▶ INPUT MATERIAL:
━━━

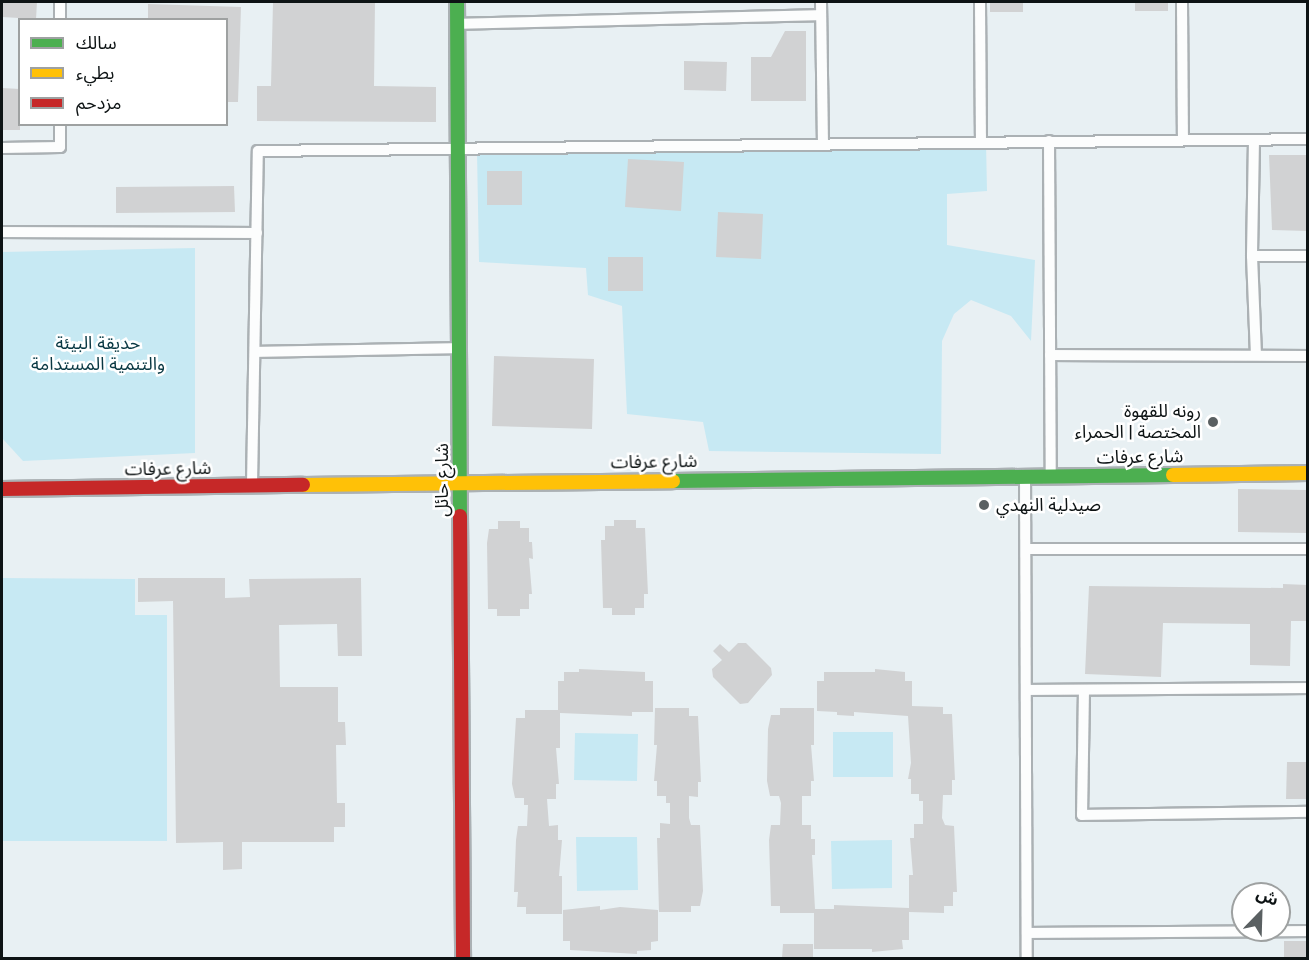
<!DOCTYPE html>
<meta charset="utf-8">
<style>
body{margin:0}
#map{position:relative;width:1309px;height:960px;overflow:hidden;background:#e8f0f3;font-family:"DM Sans","Noto Sans Arabic",sans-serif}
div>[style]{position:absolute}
.green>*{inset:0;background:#c7e9f3}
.building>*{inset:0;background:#d1d2d3}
.roads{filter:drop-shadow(2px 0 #abb1b4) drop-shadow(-2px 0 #abb1b4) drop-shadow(0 2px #abb1b4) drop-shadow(0 -2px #abb1b4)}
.street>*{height:10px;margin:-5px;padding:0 5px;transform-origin:5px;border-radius:5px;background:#fcfdfd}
.fast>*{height:14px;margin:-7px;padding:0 7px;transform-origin:7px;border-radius:7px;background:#4caf50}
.slow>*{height:14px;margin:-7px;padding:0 7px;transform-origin:7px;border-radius:7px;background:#ffc107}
.jam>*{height:14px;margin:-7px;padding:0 7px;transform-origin:7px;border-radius:7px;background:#c62828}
.dots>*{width:16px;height:16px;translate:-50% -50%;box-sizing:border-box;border:3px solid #fff;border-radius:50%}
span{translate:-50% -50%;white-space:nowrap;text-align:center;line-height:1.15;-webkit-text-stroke:5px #fff;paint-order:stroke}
.park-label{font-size:18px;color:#093843}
.poi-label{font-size:18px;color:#0d1314}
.right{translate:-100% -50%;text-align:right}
.left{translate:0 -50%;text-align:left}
.street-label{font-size:18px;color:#0d1314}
.frame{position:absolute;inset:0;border:3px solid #0d1314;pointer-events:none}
.legend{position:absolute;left:18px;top:18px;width:210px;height:108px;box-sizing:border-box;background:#fff;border:2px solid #9ea1a1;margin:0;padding:8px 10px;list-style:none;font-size:18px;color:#0d1314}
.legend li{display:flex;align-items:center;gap:12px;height:30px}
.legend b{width:30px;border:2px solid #9ea1a1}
.north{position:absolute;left:1231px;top:882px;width:60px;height:60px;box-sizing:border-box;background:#fff;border:2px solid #9ea1a1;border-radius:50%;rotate:23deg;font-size:16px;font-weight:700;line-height:24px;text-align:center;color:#0d1314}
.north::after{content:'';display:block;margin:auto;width:21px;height:27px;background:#5a6062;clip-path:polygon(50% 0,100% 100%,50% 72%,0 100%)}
</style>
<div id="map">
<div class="green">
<i style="clip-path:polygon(986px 142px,987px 191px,947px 194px,947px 245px,1035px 260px,1031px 341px,1011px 316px,971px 300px,954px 314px,942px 341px,941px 454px,709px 451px,703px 422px,627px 414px,622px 306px,588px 295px,586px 268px,479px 262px,477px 152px)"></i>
<i style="clip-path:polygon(195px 248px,195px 453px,23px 461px,2px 438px,2px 252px)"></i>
<i style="clip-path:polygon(2px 578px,135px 579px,135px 615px,167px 615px,167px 841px,2px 841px)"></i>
<i style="clip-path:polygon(833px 732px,893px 732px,893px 777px,833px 777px)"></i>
<i style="clip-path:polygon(575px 733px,638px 734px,637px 781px,574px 780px)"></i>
<i style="clip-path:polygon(576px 837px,637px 837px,638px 890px,577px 891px)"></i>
<i style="clip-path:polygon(892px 840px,892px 888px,832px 889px,831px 841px)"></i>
</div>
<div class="building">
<i style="clip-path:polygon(2px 2px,37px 2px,36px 19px,2px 17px)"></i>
<i style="clip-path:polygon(273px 2px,375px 2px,374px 86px,436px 87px,436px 122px,257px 121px,257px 86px,271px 86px)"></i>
<i style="clip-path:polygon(990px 2px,1023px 2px,1023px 12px,990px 12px)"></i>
<i style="clip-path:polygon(1135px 2px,1168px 2px,1168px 11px,1135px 11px)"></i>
<i style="clip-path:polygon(148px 4px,241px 7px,238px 102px,226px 102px,226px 20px,148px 20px)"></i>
<i style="clip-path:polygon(785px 31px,806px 31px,806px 101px,751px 101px,751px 57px,771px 57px)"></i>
<i style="clip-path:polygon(684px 61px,727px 62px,726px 91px,684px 90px)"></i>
<i style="clip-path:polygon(2px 88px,20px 89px,20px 130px,2px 130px)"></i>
<i style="clip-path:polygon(1269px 155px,1308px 155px,1308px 231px,1272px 230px)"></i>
<i style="clip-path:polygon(628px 159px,684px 162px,681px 211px,625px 207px)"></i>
<i style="clip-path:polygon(487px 171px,522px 171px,522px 205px,487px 205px)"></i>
<i style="clip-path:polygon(234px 186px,235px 212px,116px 213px,116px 187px)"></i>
<i style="clip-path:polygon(718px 212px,763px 214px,761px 259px,716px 257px)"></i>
<i style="clip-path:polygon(608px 257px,643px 257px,643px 291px,608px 291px)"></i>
<i style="clip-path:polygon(494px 356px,594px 359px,592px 429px,492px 426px)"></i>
<i style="clip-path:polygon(1238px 489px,1308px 490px,1308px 533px,1238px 532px)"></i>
<i style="clip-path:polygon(614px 520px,636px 520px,636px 528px,645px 528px,648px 594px,644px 594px,644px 608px,635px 608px,635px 615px,612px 615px,612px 608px,603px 608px,601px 540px,605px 540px,605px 526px,614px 526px)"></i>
<i style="clip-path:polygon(498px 521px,520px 521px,520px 528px,529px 528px,529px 542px,532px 542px,533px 559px,529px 558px,532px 594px,529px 594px,529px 609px,520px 609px,520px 616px,497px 616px,497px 609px,488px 609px,487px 543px,489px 529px,498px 529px)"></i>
<i style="clip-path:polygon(138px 578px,225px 578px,225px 598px,250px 597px,249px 579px,361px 578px,362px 656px,338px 656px,337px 624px,279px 625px,280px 687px,338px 687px,338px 722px,345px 722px,346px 745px,336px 745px,337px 803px,345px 803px,345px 827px,334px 827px,334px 842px,242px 842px,242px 869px,223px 870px,223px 842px,176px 843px,173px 601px,138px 602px)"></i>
<i style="clip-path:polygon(1283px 584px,1308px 585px,1308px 621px,1291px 621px,1290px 666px,1250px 665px,1250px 624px,1163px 623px,1161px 677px,1085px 674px,1089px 586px,1283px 588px)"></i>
<i style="clip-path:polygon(738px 643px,746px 643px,771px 668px,772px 675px,748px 703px,740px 704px,713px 677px,712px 669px,722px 660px,713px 651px,720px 644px,729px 652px)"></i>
<i style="clip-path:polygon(579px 669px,645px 672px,645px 681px,653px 681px,653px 712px,632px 712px,632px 716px,560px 713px,560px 748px,556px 748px,559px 784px,556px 784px,556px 799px,547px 799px,549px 826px,558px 825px,558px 840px,562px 840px,559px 876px,562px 876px,562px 914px,526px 914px,526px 907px,517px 907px,518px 892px,514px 892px,516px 840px,518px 826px,527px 826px,528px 805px,524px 805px,524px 798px,515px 798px,512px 784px,516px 718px,525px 718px,525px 710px,558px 710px,558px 681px,564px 681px,564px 672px,579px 672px)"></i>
<i style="clip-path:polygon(875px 669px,905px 672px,905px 681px,912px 681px,912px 706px,943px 707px,943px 714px,952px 714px,955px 780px,952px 780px,952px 795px,943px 795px,942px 818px,945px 825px,954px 826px,957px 892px,953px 892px,953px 906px,944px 906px,944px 913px,909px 912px,909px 875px,913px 875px,910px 838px,914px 838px,914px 824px,923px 824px,923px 801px,919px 801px,919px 794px,911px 794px,911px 779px,908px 779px,911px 763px,908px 716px,854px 712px,854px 716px,837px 715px,837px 712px,817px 711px,817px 681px,824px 681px,824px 672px,875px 672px)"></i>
<i style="clip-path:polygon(655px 708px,689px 708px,689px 716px,698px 716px,701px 782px,698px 782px,698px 797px,689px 796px,689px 818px,691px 825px,700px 825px,703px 891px,700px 906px,691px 906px,691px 912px,659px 912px,657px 838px,660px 838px,660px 823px,670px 824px,670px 803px,666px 803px,666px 796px,657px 796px,657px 781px,654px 781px,657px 745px,654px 745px)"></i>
<i style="clip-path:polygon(780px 708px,814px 708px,814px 745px,811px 745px,814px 781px,811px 781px,811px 796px,802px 796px,802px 825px,811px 825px,811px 839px,815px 839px,815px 855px,812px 855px,815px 909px,834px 909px,834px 905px,909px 908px,909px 940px,902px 940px,903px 949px,872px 952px,872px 949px,814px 949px,814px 913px,780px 913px,780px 906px,771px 906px,769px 840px,771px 825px,780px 825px,781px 803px,779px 796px,770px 796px,767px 781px,768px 729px,771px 715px,780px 715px)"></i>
<i style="clip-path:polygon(1287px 762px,1308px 762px,1308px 799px,1286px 799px)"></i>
<i style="clip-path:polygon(600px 906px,600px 910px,620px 907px,658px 910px,658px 941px,651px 942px,651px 950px,637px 951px,637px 954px,570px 950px,570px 941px,563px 941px,563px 910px)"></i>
<i style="clip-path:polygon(1284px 941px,1308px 941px,1308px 958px,1284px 958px)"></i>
<i style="clip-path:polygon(783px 944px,813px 944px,813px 958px,782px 958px)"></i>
</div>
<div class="roads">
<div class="street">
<i style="left:60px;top:2px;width:18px;rotate:90deg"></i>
<i style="left:821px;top:2px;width:141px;rotate:89.2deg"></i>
<i style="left:980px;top:2px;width:140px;rotate:89.6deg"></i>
<i style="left:1182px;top:2px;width:138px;rotate:89.6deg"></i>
<i style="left:456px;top:24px;width:365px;rotate:-1.4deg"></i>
<i style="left:1254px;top:140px;width:116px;rotate:91deg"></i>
<i style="left:1252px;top:256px;width:99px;rotate:87.7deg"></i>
<i style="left:1049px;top:141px;width:335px;rotate:89.7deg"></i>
<i style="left:2px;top:148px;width:58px;rotate:-1deg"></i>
<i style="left:60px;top:147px;width:23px;rotate:-90deg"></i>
<i style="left:2px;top:232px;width:255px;rotate:0.2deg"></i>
<i style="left:1252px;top:256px;width:56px"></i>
<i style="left:256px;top:352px;width:204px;rotate:-1.1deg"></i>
<i style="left:1050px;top:355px;width:258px;rotate:0.2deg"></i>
<i style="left:1025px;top:476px;width:482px;rotate:89.8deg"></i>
<i style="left:252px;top:485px;width:334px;rotate:-89deg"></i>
<i style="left:258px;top:151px;width:1050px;rotate:-0.65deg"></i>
<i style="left:1026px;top:549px;width:282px"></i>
<i style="left:1027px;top:690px;width:281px;rotate:-0.4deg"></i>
<i style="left:1084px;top:690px;width:125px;rotate:90.9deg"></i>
<i style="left:1082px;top:815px;width:226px;rotate:-0.8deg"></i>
<i style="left:1027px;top:933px;width:281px;rotate:-0.4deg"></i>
</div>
<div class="fast">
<i style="left:457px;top:2px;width:514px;rotate:89.67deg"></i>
<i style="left:673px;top:481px;width:500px;rotate:-0.69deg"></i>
</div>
<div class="slow">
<i style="left:1173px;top:475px;width:135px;rotate:-0.8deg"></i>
<i style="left:303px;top:485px;width:370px;rotate:-0.6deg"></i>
</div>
<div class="jam">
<i style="left:2px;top:489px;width:301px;rotate:-0.8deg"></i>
<i style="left:460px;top:516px;width:442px;rotate:89.6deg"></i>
</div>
</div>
<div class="dots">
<i style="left:1213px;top:422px;background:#5a6062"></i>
<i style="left:984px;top:505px;background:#5a6062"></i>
</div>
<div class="park-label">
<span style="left:98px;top:354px">حديقة البيئة<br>والتنمية المستدامة</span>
</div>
<div class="poi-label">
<span class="right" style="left:1201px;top:422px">رونه للقهوة<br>المختصة | الحمراء</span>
<span class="left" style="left:996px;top:505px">صيدلية النهدي</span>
</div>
<div class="street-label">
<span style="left:1140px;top:457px;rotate:-1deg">شارع عرفات</span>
<span style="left:654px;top:462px;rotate:-1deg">شارع عرفات</span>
<span style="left:168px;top:469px;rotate:-1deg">شارع عرفات</span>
<span style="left:442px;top:480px;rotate:-90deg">شارع حائل</span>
</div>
<div class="frame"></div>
<ul class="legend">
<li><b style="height:8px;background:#4caf50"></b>سالك</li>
<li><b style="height:8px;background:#ffc107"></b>بطيء</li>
<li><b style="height:8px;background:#c62828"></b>مزدحم</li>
</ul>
<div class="north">ش</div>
</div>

━━━

▶ PROMPT: Leaving out the pictures, restate each line of the listing above verbatim, from the opening line to the line bearing "0 #abb1b4) drop-shadow(-2px", inclusive, and no more.

▶ ANSWER BOX:
<!DOCTYPE html>
<meta charset="utf-8">
<style>
body{margin:0}
#map{position:relative;width:1309px;height:960px;overflow:hidden;background:#e8f0f3;font-family:"DM Sans","Noto Sans Arabic",sans-serif}
div>[style]{position:absolute}
.green>*{inset:0;background:#c7e9f3}
.building>*{inset:0;background:#d1d2d3}
.roads{filter:drop-shadow(2px 0 #abb1b4) drop-shadow(-2px 0 #abb1b4) drop-shadow(0 2px #abb1b4) drop-shadow(0 -2px #abb1b4)}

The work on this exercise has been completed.